Spiritual death

In an impassioned address during Tuesday’s sectoral debate in Jamaica’s House of Representatives, Opposition health and wellness spokesperson Dr. Alfred Dawes has delivered a stark wake-up call to the nation, arguing that a growing “spiritual death” among Jamaicans is eroding the country’s core capacity for compassion and empathy toward its most vulnerable populations.

Dawes framed Jamaica’s most pressing social struggles—from persistent violence to deep-seated inequality and rising division—as extending far beyond physical and mental health crises, rooted instead in a widespread collapse of collective spiritual well-being, what he calls the overlooked final pillar of overall public health. “I fear that we are losing our humanity because we have ignored the existence of our spiritual health,” he told lawmakers.

Opening his reflection on the topic with reference to a recent high-profile fatal shooting that sparked national outrage, Dawes called out the violent incident that claimed the life of Latoya “Buju” Bulgin in Granville, St. James on Sunday. Footage of the shooting, which saw Bulgin shot dead by police and her body dragged from her vehicle by the feet like an animal carcass before being dumped into a police van, circulated widely across social and traditional media, shocking communities across the island. While Dawes acknowledged the need to allow due process to run its course, he emphasized that the incident laid bare a broader loss of moral bearing among those involved: “we all know what we saw, [and] what we saw was one woman losing her life and several men losing their humanity.”

From that incident, Dr. Dawes expanded his critique to systemic patterns of desensitization across Jamaican society. He argued that growing political polarization has pushed many Jamaicans to set aside core moral values to prioritize partisan loyalty, with many now willing to excuse exploitation, abuse, and systemic inequality simply to uphold their political collective. “We have become polarised by party politics so much that some would defend the exploitation and abuse of others because our core desire to be a part of the party collective is greater than our God-instilled desire to defend the vulnerable,” he said.
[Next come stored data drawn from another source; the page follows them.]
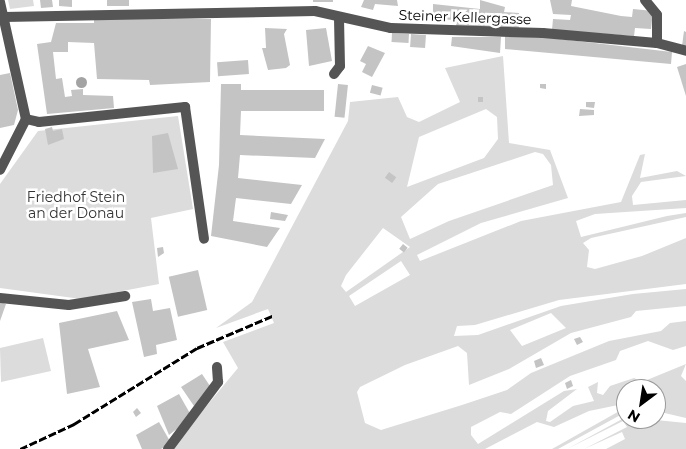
<!DOCTYPE html>
<style>
body{margin:0}
#map{position:relative;width:686px;height:449px;overflow:hidden;background:#fff;font-family:Montserrat,sans-serif}
div>[style]{position:absolute}
.green>*{inset:0;background:#dcdcdc}
.water>*{inset:0;background:#a3a3a3}
.round{border-radius:50%}
.building>*{inset:0;background:#c4c4c4;transform-origin:0 0}
.minor>*{height:10px;margin:-5px;padding:0 5px;transform-origin:5px;border-radius:5px;background:#555}
.tertiary>*{height:10px;margin:-5px;padding:0 5px;transform-origin:5px;border-radius:5px;background:#555}
.rail>*{height:3px;margin-top:-1.5px;transform-origin:0;background:repeating-linear-gradient(90deg,#000 0 8px,transparent 0 10.5px)}
span{translate:-50% -50%;white-space:nowrap;text-align:center;line-height:1.15;-webkit-text-stroke:5px #fff;paint-order:stroke}
.street-label{font-size:14px;color:#000}
.park-label{font-size:14px;color:#333}
.north{position:absolute;left:616px;top:379px;width:50px;height:50px;box-sizing:border-box;background:#fff;border:1px solid #999;border-radius:50%;rotate:211deg;font-size:14px;font-weight:700;line-height:20px;text-align:center;color:#000}
.north::after{content:'';display:block;margin:auto;width:18px;height:22px;background:#000;clip-path:polygon(50% 0,100% 100%,50% 72%,0 100%)}
</style>
<div id="map">
<div class="green">
<div style="clip-path:polygon(8px 0,33px 0,34px 6px,10px 9px)"></div>
<div style="clip-path:polygon(evenodd,503px 56px,509px 143px,550px 150px,568px 198px,481px 223px,417px 255px,420px 261px,521px 221px,621px 202px,640px 155px,645px 154px,640px 178px,677px 171px,686px 176px,641px 182px,632px 196px,633px 205px,686px 200px,686px 208px,595px 214px,576px 221px,581px 237px,667px 216px,686px 213px,686px 217px,591px 238px,583px 243px,589px 250px,587px 267px,595px 269px,642px 256px,686px 238px,686px 284px,559px 300px,475px 325px,457px 326px,454px 336px,478px 335px,561px 306px,633px 294px,686px 289px,686px 306px,636px 311px,631px 317px,571px 333px,509px 369px,469px 385px,467px 353px,458px 346px,405px 365px,360px 387px,357px 392px,365px 423px,381px 430px,462px 405px,507px 390px,531px 373px,609px 341px,661px 331px,670px 323px,686px 321px,686px 346px,673px 350px,648px 341px,620px 351px,616px 360px,570px 376px,511px 414px,500px 412px,471px 427px,471px 435px,478px 444px,564px 391px,577px 389px,548px 411px,546px 421px,550px 422px,573px 406px,594px 401px,588px 387px,598px 382px,597px 393px,603px 395px,610px 386px,634px 378px,642px 382px,686px 364px,681px 376px,686px 381px,686px 418px,656px 411px,656px 389px,626px 389px,626px 412px,558px 449px,552px 449px,623px 409px,623px 404px,589px 411px,554px 427px,537px 422px,485px 449px,171px 449px,238px 368px,223px 342px,274px 323px,268px 309px,216px 328px,252px 302px,348px 121px,350px 102px,398px 97px,407px 117px,419px 122px,460px 102px,445px 68px,503px 56px,486px 109px,497px 117px,498px 139px,484px 158px,407px 187px,419px 137px,486px 109px,503px 56px,535px 152px,543px 154px,551px 165px,553px 185px,449px 221px,410px 239px,401px 217px,438px 184px,535px 152px,503px 56px,383px 228px,410px 247px,346px 292px,341px 286px,346px 275px,383px 228px,503px 56px,401px 261px,410px 275px,355px 306px,349px 296px,401px 261px,503px 56px,551px 313px,566px 328px,522px 346px,510px 330px,551px 313px)"></div>
<div style="clip-path:polygon(178px 116px,193px 209px,151px 218px,159px 284px,81px 299px,0 288px,0 184px,38px 131px)"></div>
<div style="clip-path:polygon(43px 338px,51px 371px,1px 382px,0 348px)"></div>
<div style="clip-path:polygon(626px 417px,686px 423px,686px 449px,606px 449px,625px 439px,622px 432px,584px 449px,627px 427px,623px 421px,567px 449px)"></div>
</div>
<div class="water">
<div class="round" style="left:75.5px;top:76.5px;width:11px;height:11px"></div>
</div>
<div class="building">
<div style="clip-path:polygon(40px 0,52px 0,53px 7px,41px 8px)"></div>
<div style="clip-path:polygon(59px 0,72px 0,72px 7px,59px 6px)"></div>
<div style="left:107px;top:0;width:22px;height:6px"></div>
<div style="left:313px;top:0;width:20px;height:2px"></div>
<div style="clip-path:polygon(364px 0,397px 0,398px 6px,375px 4px,373px 10px,361px 7px)"></div>
<div style="clip-path:polygon(480px 0,505px 7px,504px 12px,519px 13px,519px 28px,456px 26px,456px 20px,433px 19px,433px 4px,480px 9px)"></div>
<div style="clip-path:polygon(550px 0,572px 0,571px 6px,621px 16px,632px 17px,633px 9px,653px 11px,651px 29px,635px 28px,634px 36px,552px 30px,553px 19px,570px 20px,571px 15px,553px 14px)"></div>
<div style="clip-path:polygon(94px 18px,211px 19px,210px 82px,150px 85px,149px 80px,97px 79px,94px 43px,68px 42px,68px 52px,53px 52px,56px 79px,62px 78px,65px 97px,72px 96px,71px 90px,83px 89px,83px 95px,113px 96px,114px 108px,47px 114px,37px 44px,51px 42px,56px 23px,94px 23px)"></div>
<div style="clip-path:polygon(265px 28px,287px 29px,284px 34px,290px 65px,286px 68px,268px 70px,262px 48px,266px 48px)"></div>
<div style="clip-path:polygon(326px 28px,332px 61px,309px 66px,306px 30px)"></div>
<div style="clip-path:polygon(684px 31px,686px 32px,686px 46px,682px 46px)"></div>
<div style="left:392px;top:33px;width:17px;height:9px;rotate:3deg"></div>
<div style="left:411px;top:34px;width:15px;height:13px;rotate:4deg"></div>
<div style="clip-path:polygon(505px 36px,551px 38px,672px 52px,671px 64px,505px 49px)"></div>
<div style="clip-path:polygon(452px 37px,501px 37px,500px 53px,451px 46px)"></div>
<div style="clip-path:polygon(368px 46px,385px 53px,372px 77px,362px 72px,366px 64px,360px 61px)"></div>
<div style="left:248px;top:60px;width:14px;height:31px;rotate:86deg"></div>
<div style="clip-path:polygon(686px 64px,686px 96px,677px 67px)"></div>
<div style="clip-path:polygon(10px 73px,18px 110px,14px 125px,0 128px,0 75px)"></div>
<div style="clip-path:polygon(221px 84px,241px 84px,241px 90px,324px 90px,324px 111px,241px 111px,240px 135px,325px 139px,315px 158px,240px 155px,238px 178px,302px 185px,291px 204px,236px 198px,233px 221px,280px 228px,267px 247px,211px 236px,219px 165px)"></div>
<div style="left:338px;top:84px;width:10px;height:33px;rotate:6deg"></div>
<div style="clip-path:polygon(540px 84px,546px 84px,546px 89px,540px 88px)"></div>
<div style="left:372px;top:85px;width:11px;height:8px;rotate:15deg"></div>
<div style="left:478px;top:97px;width:5px;height:5px"></div>
<div style="clip-path:polygon(586px 102px,595px 102px,594px 108px,586px 107px)"></div>
<div style="clip-path:polygon(580px 109px,594px 110px,594px 115px,579px 116px)"></div>
<div style="clip-path:polygon(52px 127px,53px 131px,62px 129px,64px 139px,48px 145px,45px 129px)"></div>
<div style="clip-path:polygon(168px 133px,178px 169px,153px 173px,152px 136px)"></div>
<div style="left:389px;top:172px;width:9px;height:7px;rotate:36deg"></div>
<div style="clip-path:polygon(271px 212px,288px 215px,285px 221px,270px 219px)"></div>
<div style="left:403px;top:244px;width:6px;height:6px;rotate:39deg"></div>
<div style="clip-path:polygon(163px 247px,164px 253px,158px 257px,157px 248px)"></div>
<div style="left:198px;top:270px;width:41px;height:30px;rotate:77deg"></div>
<div style="clip-path:polygon(151px 299px,153px 311px,170px 308px,177px 340px,156px 345px,157px 354px,144px 357px,132px 302px)"></div>
<div style="clip-path:polygon(0 302px,6px 304px,0 321px)"></div>
<div style="clip-path:polygon(117px 311px,129px 340px,88px 349px,100px 387px,67px 394px,59px 323px)"></div>
<div style="clip-path:polygon(580px 337px,583px 342px,577px 345px,574px 339px)"></div>
<div style="clip-path:polygon(541px 358px,544px 365px,536px 368px,534px 361px)"></div>
<div style="clip-path:polygon(202px 374px,212px 389px,194px 406px,181px 387px)"></div>
<div style="clip-path:polygon(571px 380px,573px 386px,567px 389px,565px 383px)"></div>
<div style="clip-path:polygon(179px 394px,192px 417px,169px 435px,157px 406px)"></div>
<div style="clip-path:polygon(137px 408px,141px 413px,136px 417px,133px 412px)"></div>
<div style="clip-path:polygon(159px 422px,171px 443px,161px 449px,142px 449px,136px 435px)"></div>
</div>
<div class="minor">
<div style="left:645px;top:0;width:19px;rotate:51deg"></div>
<div style="left:657px;top:15px;width:28px;rotate:90deg"></div>
<div style="left:4px;top:17px;width:311px;rotate:-1.1deg"></div>
<div style="left:315px;top:11px;width:78px;rotate:12.6deg"></div>
<div style="left:391px;top:28px;width:152px;rotate:1.9deg"></div>
<div style="left:543px;top:33px;width:114px;rotate:5deg"></div>
<div style="left:657px;top:43px;width:30px;rotate:15deg"></div>
<div style="left:334px;top:74px;width:10px;rotate:-53deg"></div>
<div style="left:340px;top:66px;width:48px;rotate:-91.2deg"></div>
<div style="left:26px;top:119px;width:13px;rotate:13deg"></div>
<div style="left:39px;top:122px;width:147px;rotate:-5.9deg"></div>
<div style="left:185px;top:107px;width:133px;rotate:81.8deg"></div>
<div style="left:0;top:298px;width:69px;rotate:5.8deg"></div>
<div style="left:69px;top:305px;width:57px;rotate:-9.1deg"></div>
<div style="left:168px;top:449px;width:84px;rotate:-53.3deg"></div>
<div style="left:218px;top:382px;width:15px;rotate:-94deg"></div>
</div>
<div class="tertiary">
<div style="left:0;top:2px;width:120px;rotate:77.5deg"></div>
<div style="left:26px;top:119px;width:57px;rotate:117deg"></div>
</div>
<div class="rail">
<div style="left:20px;top:449px;width:60px;rotate:-24.8deg"></div>
<div style="left:74px;top:424px;width:145px;rotate:-31.7deg"></div>
<div style="left:197px;top:348px;width:82px;rotate:-23.1deg"></div>
</div>
<div class="street-label">
<span style="left:465px;top:17px;rotate:2deg">Steiner Kellergasse</span>
</div>
<div class="park-label">
<span style="left:76px;top:205px">Friedhof Stein<br>an der Donau</span>
</div>
<div class="north">N</div>
</div>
The spokesperson also targeted deepening class divisions and systemic social prejudice that dehumanize marginalized Jamaicans based on where they live, the color of their skin, and their economic status. By rationalizing this bias and reducing whole groups of people to “lesser beings,” Dawes said, Jamaicans are actively undermining their own collective and individual spiritual health.
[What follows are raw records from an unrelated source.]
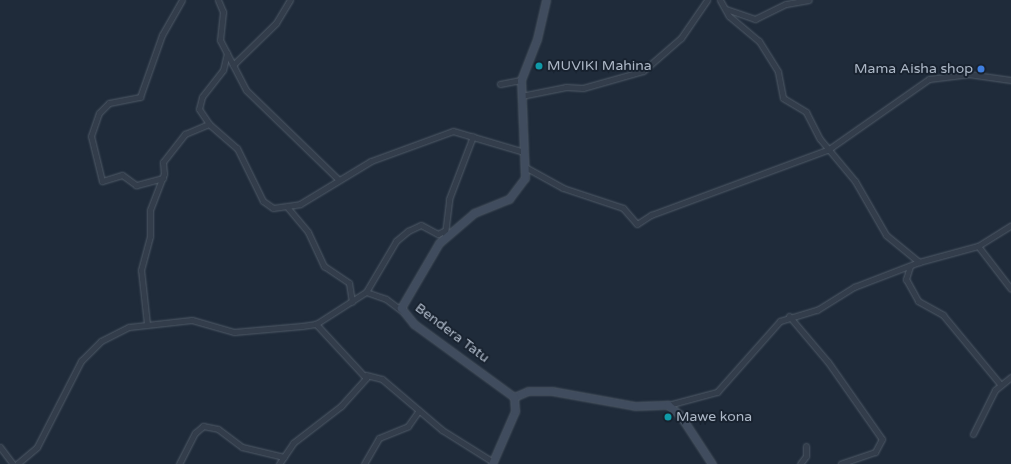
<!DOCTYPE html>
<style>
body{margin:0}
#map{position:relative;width:1011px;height:464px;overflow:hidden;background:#1f2b3a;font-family:"Varela Round",sans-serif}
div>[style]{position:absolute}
.roads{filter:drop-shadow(0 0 1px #505b68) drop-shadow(0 0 1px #505b68)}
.street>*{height:5px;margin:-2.5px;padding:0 2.5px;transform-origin:2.5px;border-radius:2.5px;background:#333d4b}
.secondary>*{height:7px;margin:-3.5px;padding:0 3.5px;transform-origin:3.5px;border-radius:3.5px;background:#404c5e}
.dots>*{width:11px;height:11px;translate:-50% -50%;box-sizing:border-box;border:2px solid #18222f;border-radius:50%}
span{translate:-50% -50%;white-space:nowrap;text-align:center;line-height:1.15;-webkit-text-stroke:4px #18222f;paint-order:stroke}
.poi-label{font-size:14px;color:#adb8c7}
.left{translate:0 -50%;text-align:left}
.right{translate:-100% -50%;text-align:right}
.street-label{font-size:14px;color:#adb8c7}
</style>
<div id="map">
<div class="roads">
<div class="street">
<i style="left:218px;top:0;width:13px;rotate:67deg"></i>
<i style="left:223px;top:12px;width:28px;rotate:96deg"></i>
<i style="left:220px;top:40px;width:56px;rotate:62.5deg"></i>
<i style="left:246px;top:90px;width:129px;rotate:44.1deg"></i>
<i style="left:720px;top:0;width:18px;rotate:61deg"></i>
<i style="left:729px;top:16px;width:39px;rotate:40deg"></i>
<i style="left:759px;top:41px;width:36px;rotate:58deg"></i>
<i style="left:778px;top:72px;width:26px;rotate:79deg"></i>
<i style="left:783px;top:98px;width:27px;rotate:31deg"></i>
<i style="left:806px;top:112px;width:30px;rotate:63deg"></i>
<i style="left:820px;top:139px;width:55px;rotate:50.2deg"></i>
<i style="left:855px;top:181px;width:62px;rotate:60.1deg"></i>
<i style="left:886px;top:235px;width:43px;rotate:39.3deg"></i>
<i style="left:726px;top:9px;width:31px;rotate:19deg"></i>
<i style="left:755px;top:19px;width:34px;rotate:-26deg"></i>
<i style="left:786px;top:4px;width:23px;rotate:-10deg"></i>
<i style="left:227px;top:53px;width:17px;rotate:103deg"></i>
<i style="left:223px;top:70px;width:34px;rotate:128deg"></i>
<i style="left:202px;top:97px;width:12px;rotate:104deg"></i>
<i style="left:199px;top:109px;width:18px;rotate:56deg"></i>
<i style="left:209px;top:124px;width:37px;rotate:41deg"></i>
<i style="left:237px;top:148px;width:59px;rotate:63.9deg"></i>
<i style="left:263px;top:201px;width:12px;rotate:35deg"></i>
<i style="left:273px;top:208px;width:27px;rotate:-8deg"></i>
<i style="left:300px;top:204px;width:83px;rotate:-31.2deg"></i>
<i style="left:371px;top:161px;width:87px;rotate:-20.1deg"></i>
<i style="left:453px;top:131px;width:74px;rotate:16.5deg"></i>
<i style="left:233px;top:65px;width:60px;rotate:-44.3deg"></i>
<i style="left:276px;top:23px;width:27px;rotate:-59deg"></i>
<i style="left:500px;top:84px;width:21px;rotate:-11deg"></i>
<i style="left:521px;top:96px;width:46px;rotate:-11.3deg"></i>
<i style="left:566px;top:87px;width:17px;rotate:3deg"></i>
<i style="left:583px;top:88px;width:62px;rotate:-15.8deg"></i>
<i style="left:643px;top:71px;width:50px;rotate:-41deg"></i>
<i style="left:681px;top:38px;width:46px;rotate:-55.6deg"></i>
<i style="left:525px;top:167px;width:43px;rotate:28.9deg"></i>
<i style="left:563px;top:188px;width:63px;rotate:18.4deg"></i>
<i style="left:623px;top:208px;width:21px;rotate:49deg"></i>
<i style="left:637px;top:224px;width:17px;rotate:-33deg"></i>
<i style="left:651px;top:215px;width:190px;rotate:-20.3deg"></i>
<i style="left:829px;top:149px;width:122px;rotate:-35deg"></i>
<i style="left:929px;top:79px;width:39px;rotate:-7deg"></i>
<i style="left:968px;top:74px;width:43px;rotate:7.9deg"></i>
<i style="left:163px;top:178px;width:28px;rotate:165deg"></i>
<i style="left:136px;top:185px;width:17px;rotate:-144deg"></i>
<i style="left:122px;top:175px;width:21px;rotate:163deg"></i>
<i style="left:102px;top:181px;width:46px;rotate:-103.7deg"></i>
<i style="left:91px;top:136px;width:24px;rotate:-71deg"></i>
<i style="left:99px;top:113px;width:14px;rotate:-45deg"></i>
<i style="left:109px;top:103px;width:32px;rotate:-11deg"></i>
<i style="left:140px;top:97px;width:66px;rotate:-70.5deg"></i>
<i style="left:162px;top:35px;width:40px;rotate:-60.3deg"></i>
<i style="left:288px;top:208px;width:31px;rotate:50deg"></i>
<i style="left:308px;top:232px;width:38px;rotate:65deg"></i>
<i style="left:324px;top:266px;width:30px;rotate:34deg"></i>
<i style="left:349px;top:283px;width:19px;rotate:81deg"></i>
<i style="left:445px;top:234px;width:35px;rotate:-83deg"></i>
<i style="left:449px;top:199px;width:67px;rotate:-69.1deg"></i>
<i style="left:978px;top:246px;width:54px;rotate:52.5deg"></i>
<i style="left:910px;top:266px;width:14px;rotate:107deg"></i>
<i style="left:906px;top:279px;width:25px;rotate:61deg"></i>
<i style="left:918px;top:301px;width:29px;rotate:29deg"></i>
<i style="left:943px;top:315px;width:89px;rotate:50.4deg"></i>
<i style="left:366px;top:292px;width:59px;rotate:-59.5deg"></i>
<i style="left:396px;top:241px;width:16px;rotate:-40deg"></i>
<i style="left:408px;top:231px;width:14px;rotate:-25deg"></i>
<i style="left:421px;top:225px;width:19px;rotate:28deg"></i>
<i style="left:438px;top:234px;width:7px;rotate:-27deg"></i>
<i style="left:789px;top:316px;width:60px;rotate:49.7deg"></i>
<i style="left:828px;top:362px;width:94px;rotate:55deg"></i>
<i style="left:882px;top:439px;width:15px;rotate:118deg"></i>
<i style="left:875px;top:452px;width:36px;rotate:161deg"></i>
<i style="left:147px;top:324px;width:54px;rotate:-96.3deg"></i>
<i style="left:141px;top:270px;width:35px;rotate:-75deg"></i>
<i style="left:150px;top:236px;width:26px;rotate:-90deg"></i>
<i style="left:150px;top:210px;width:39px;rotate:-69deg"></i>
<i style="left:164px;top:174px;width:12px;rotate:-95deg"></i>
<i style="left:163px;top:162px;width:36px;rotate:-52deg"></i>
<i style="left:185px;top:134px;width:26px;rotate:-23deg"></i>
<i style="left:366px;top:375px;width:16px;rotate:14deg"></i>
<i style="left:382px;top:379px;width:79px;rotate:40.4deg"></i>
<i style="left:442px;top:430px;width:60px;rotate:32.1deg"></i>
<i style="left:668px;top:405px;width:51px;rotate:-14.9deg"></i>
<i style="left:717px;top:392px;width:95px;rotate:-48.4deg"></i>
<i style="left:780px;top:321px;width:39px;rotate:-17deg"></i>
<i style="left:817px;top:310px;width:44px;rotate:-31.9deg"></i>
<i style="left:854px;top:287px;width:70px;rotate:-21deg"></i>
<i style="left:919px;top:262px;width:61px;rotate:-15.2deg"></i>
<i style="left:978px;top:246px;width:39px;rotate:-32deg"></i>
<i style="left:973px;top:434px;width:49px;rotate:-63.4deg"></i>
<i style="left:995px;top:390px;width:21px;rotate:-39deg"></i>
<i style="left:0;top:447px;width:21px;rotate:53deg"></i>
<i style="left:17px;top:464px;width:26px;rotate:-40deg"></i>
<i style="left:37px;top:447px;width:97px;rotate:-62.9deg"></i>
<i style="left:81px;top:361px;width:28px;rotate:-45deg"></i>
<i style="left:101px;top:341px;width:31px;rotate:-27deg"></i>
<i style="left:129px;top:327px;width:63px;rotate:-6.3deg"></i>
<i style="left:192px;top:320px;width:44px;rotate:15.9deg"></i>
<i style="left:234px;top:332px;width:68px;rotate:-5deg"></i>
<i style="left:302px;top:326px;width:14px;rotate:-8deg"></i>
<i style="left:316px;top:324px;width:59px;rotate:-32.6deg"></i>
<i style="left:366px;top:292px;width:21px;rotate:19deg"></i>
<i style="left:386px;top:299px;width:20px;rotate:37deg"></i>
<i style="left:179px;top:464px;width:35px;rotate:-63deg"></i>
<i style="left:195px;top:433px;width:11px;rotate:-41deg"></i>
<i style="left:203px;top:426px;width:15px;rotate:11deg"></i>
<i style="left:218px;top:429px;width:30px;rotate:37deg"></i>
<i style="left:242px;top:447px;width:43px;rotate:13.4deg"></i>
<i style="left:279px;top:464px;width:25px;rotate:-56deg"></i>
<i style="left:293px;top:443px;width:61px;rotate:-37.6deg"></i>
<i style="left:341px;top:406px;width:38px;rotate:-48deg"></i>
<i style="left:366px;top:378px;width:74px;rotate:-132.8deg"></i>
<i style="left:364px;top:464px;width:30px;rotate:-60deg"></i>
<i style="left:379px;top:438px;width:31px;rotate:-22deg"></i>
<i style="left:408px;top:426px;width:19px;rotate:-55deg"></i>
<i style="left:800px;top:464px;width:10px;rotate:-53deg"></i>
<i style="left:806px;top:456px;width:10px;rotate:-90deg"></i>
</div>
<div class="secondary">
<i style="left:514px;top:397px;width:15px;rotate:-23deg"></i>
<i style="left:528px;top:391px;width:24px"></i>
<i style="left:552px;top:391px;width:84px;rotate:10.2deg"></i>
<i style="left:635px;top:406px;width:33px;rotate:-2deg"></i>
<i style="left:668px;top:405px;width:16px;rotate:40deg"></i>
<i style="left:680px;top:415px;width:59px;rotate:56.9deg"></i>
<i style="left:492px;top:464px;width:58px;rotate:-66.5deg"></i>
<i style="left:515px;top:411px;width:14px;rotate:-94deg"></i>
<i style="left:514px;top:397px;width:124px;rotate:-143.9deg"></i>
<i style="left:414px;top:324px;width:21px;rotate:-129deg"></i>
<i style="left:401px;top:308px;width:75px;rotate:-59.7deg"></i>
<i style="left:439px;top:243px;width:46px;rotate:-40.6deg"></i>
<i style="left:474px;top:213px;width:38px;rotate:-22deg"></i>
<i style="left:509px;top:199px;width:26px;rotate:-53deg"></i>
<i style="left:525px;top:178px;width:98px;rotate:-92.3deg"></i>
<i style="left:521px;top:80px;width:44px;rotate:-68.7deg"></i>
<i style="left:537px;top:39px;width:40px;rotate:-77deg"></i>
</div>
</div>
<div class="dots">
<i style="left:539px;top:66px;background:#0f9aa8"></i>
<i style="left:981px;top:69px;background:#3f7fe0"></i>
<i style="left:668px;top:417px;background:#0f9aa8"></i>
</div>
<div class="poi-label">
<span class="left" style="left:547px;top:66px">MUVIKI Mahina</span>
<span class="right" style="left:973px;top:69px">Mama Aisha shop</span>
<span class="left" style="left:676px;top:417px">Mawe kona</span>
</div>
<div class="street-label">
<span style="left:452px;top:333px;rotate:37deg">Bendera Tatu</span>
</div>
</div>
This spiritual rot, he added, does not only impact marginalized communities. Many outwardly successful Jamaicans, he noted, have become emotionally and spiritually disconnected from the suffering of people around them, prioritizing personal gain over collective good. “Too many Jamaicans are physically fit, mentally stable, but spiritually dead inside because they choose selfishness over service, prosperity over philanthropy, and politics over the people,” he explained.

Dawes connected this national spiritual decline to broader failures across Jamaica’s public health system and social infrastructure, pointing to ongoing crises that have been left unaddressed by authorities: patients forced to sleep on cold hospital floors for lack of beds, and communities still grappling with unmet recovery needs nearly a year after Hurricane Melissa hit the island in October 2023. These systemic failures, he argued, are a direct reflection of the nation’s lost spiritual compass.

To reverse this decline, Dawes called on Jamaicans to set aside narrow self-interest in favor of a unifying national purpose: lifting up the hopeless, amplifying the voices of the unheard, and dismantling the broken system that allows poor people to suffer while billions in public funds are misallocated or go missing.

Even amid his grim assessment of the country’s current state, Dr. Dawes ended on a note of cautious hope, affirming his belief that Jamaicans still hold the innate compassion and resilience needed to turn the tide. Closing with a direct message to Jamaicans enduring ongoing hardship, he said: “To the patients sleeping in the emergency rooms tonight, don’t fret too much, because better will come. To the family praying for an ICU space, hold the faith, because better soon come.”